→ Brief
Quote the entries below from the line with "context.lineJoin = 'round';" through the line with "[3,511,24,375,61,255,105,146,143,69,187,3]", both ends included, and only those lines.

====================

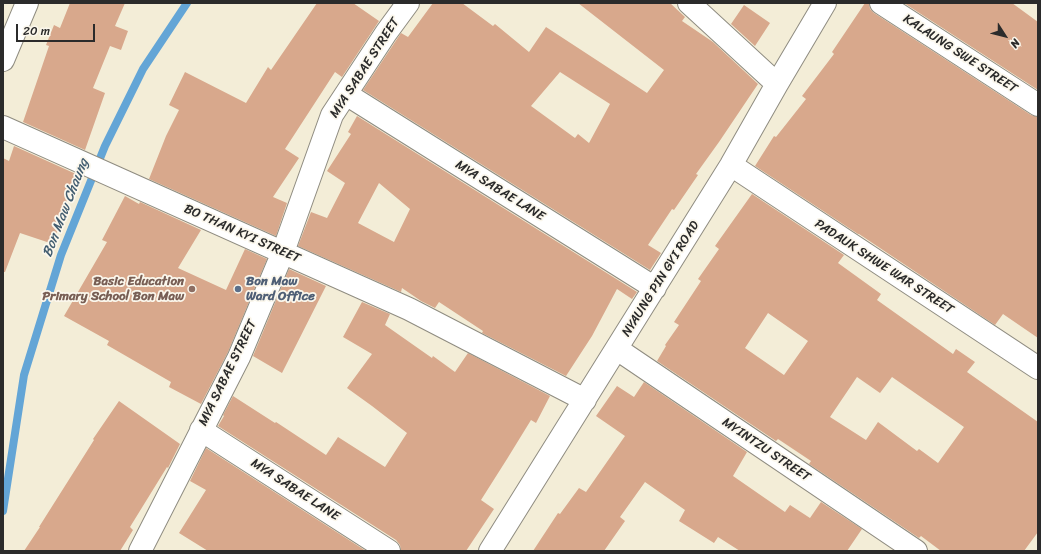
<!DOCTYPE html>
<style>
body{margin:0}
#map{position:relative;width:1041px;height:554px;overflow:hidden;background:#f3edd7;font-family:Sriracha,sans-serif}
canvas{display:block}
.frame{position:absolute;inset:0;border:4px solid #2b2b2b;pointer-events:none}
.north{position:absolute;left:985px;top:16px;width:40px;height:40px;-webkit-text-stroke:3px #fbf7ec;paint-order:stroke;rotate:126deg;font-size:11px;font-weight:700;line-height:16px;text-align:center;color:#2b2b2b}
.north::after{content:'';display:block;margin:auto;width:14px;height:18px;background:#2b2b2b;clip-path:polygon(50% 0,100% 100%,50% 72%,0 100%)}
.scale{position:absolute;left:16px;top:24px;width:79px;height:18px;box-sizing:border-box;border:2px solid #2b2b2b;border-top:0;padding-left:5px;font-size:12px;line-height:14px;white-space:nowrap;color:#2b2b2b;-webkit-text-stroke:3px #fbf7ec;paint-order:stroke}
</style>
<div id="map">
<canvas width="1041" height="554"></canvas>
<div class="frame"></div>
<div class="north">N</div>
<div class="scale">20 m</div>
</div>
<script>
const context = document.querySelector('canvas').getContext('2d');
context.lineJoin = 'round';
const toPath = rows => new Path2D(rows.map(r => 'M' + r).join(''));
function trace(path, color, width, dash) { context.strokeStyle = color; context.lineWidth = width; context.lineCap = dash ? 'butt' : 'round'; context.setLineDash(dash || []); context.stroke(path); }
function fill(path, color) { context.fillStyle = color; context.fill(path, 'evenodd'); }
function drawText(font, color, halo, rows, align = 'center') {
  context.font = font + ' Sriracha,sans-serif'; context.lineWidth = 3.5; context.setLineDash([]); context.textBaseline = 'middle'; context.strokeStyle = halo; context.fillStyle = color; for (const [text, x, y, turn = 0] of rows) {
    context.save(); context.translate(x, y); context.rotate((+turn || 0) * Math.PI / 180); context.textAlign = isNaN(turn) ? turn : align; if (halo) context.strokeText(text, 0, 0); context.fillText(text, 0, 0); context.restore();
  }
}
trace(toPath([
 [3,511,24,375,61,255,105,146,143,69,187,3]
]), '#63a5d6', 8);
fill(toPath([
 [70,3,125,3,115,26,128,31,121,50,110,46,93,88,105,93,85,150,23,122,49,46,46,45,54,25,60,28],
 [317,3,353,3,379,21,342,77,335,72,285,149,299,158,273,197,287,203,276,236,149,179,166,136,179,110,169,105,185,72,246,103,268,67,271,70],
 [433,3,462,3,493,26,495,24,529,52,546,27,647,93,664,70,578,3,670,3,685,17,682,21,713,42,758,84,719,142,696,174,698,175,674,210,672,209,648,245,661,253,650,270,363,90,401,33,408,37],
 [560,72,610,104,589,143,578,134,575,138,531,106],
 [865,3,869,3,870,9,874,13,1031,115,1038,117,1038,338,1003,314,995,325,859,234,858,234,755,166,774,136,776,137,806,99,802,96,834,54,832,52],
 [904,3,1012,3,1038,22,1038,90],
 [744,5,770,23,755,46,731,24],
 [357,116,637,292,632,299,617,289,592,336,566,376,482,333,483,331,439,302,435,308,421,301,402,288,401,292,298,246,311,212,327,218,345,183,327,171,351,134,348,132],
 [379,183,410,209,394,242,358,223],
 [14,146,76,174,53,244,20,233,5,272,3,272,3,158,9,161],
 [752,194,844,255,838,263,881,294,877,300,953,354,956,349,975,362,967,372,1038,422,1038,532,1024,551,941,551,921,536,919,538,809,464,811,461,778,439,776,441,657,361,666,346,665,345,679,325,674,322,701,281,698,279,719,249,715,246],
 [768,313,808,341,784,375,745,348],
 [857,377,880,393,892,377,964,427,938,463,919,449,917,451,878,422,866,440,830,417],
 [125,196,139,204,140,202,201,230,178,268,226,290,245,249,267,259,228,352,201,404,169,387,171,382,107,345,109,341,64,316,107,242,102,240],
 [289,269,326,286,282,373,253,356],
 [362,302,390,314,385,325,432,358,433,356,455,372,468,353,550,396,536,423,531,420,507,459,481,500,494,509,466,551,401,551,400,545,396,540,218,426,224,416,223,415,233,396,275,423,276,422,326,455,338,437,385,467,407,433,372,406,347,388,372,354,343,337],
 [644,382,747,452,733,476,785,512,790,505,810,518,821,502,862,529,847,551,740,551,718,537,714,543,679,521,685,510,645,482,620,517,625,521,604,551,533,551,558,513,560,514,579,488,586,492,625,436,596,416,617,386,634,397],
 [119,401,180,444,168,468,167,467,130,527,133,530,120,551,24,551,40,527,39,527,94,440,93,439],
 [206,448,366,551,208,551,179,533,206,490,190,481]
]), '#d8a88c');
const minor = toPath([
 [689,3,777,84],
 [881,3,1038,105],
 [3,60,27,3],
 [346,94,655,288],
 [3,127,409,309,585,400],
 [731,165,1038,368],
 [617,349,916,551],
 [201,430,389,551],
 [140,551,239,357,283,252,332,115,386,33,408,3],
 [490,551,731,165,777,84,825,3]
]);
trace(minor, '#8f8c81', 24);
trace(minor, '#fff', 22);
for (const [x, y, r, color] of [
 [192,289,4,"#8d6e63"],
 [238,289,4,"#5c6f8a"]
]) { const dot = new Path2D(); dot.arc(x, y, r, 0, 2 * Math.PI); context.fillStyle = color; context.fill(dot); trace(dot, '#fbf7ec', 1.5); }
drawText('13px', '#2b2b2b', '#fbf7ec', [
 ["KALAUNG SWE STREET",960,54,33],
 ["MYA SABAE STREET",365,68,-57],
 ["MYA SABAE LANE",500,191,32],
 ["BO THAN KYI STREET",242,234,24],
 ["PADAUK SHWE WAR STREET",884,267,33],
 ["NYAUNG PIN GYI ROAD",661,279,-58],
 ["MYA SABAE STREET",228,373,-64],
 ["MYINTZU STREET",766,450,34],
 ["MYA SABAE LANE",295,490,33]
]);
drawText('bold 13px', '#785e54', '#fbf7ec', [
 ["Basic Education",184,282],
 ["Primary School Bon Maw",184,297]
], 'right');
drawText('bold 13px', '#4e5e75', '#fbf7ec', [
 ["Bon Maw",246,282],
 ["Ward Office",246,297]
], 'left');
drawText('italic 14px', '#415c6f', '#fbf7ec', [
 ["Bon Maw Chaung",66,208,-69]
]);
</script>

====================

→ Reply
context.lineJoin = 'round';
const toPath = rows => new Path2D(rows.map(r => 'M' + r).join(''));
function trace(path, color, width, dash) { context.strokeStyle = color; context.lineWidth = width; context.lineCap = dash ? 'butt' : 'round'; context.setLineDash(dash || []); context.stroke(path); }
function fill(path, color) { context.fillStyle = color; context.fill(path, 'evenodd'); }
function drawText(font, color, halo, rows, align = 'center') {
  context.font = font + ' Sriracha,sans-serif'; context.lineWidth = 3.5; context.setLineDash([]); context.textBaseline = 'middle'; context.strokeStyle = halo; context.fillStyle = color; for (const [text, x, y, turn = 0] of rows) {
    context.save(); context.translate(x, y); context.rotate((+turn || 0) * Math.PI / 180); context.textAlign = isNaN(turn) ? turn : align; if (halo) context.strokeText(text, 0, 0); context.fillText(text, 0, 0); context.restore();
  }
}
trace(toPath([
 [3,511,24,375,61,255,105,146,143,69,187,3]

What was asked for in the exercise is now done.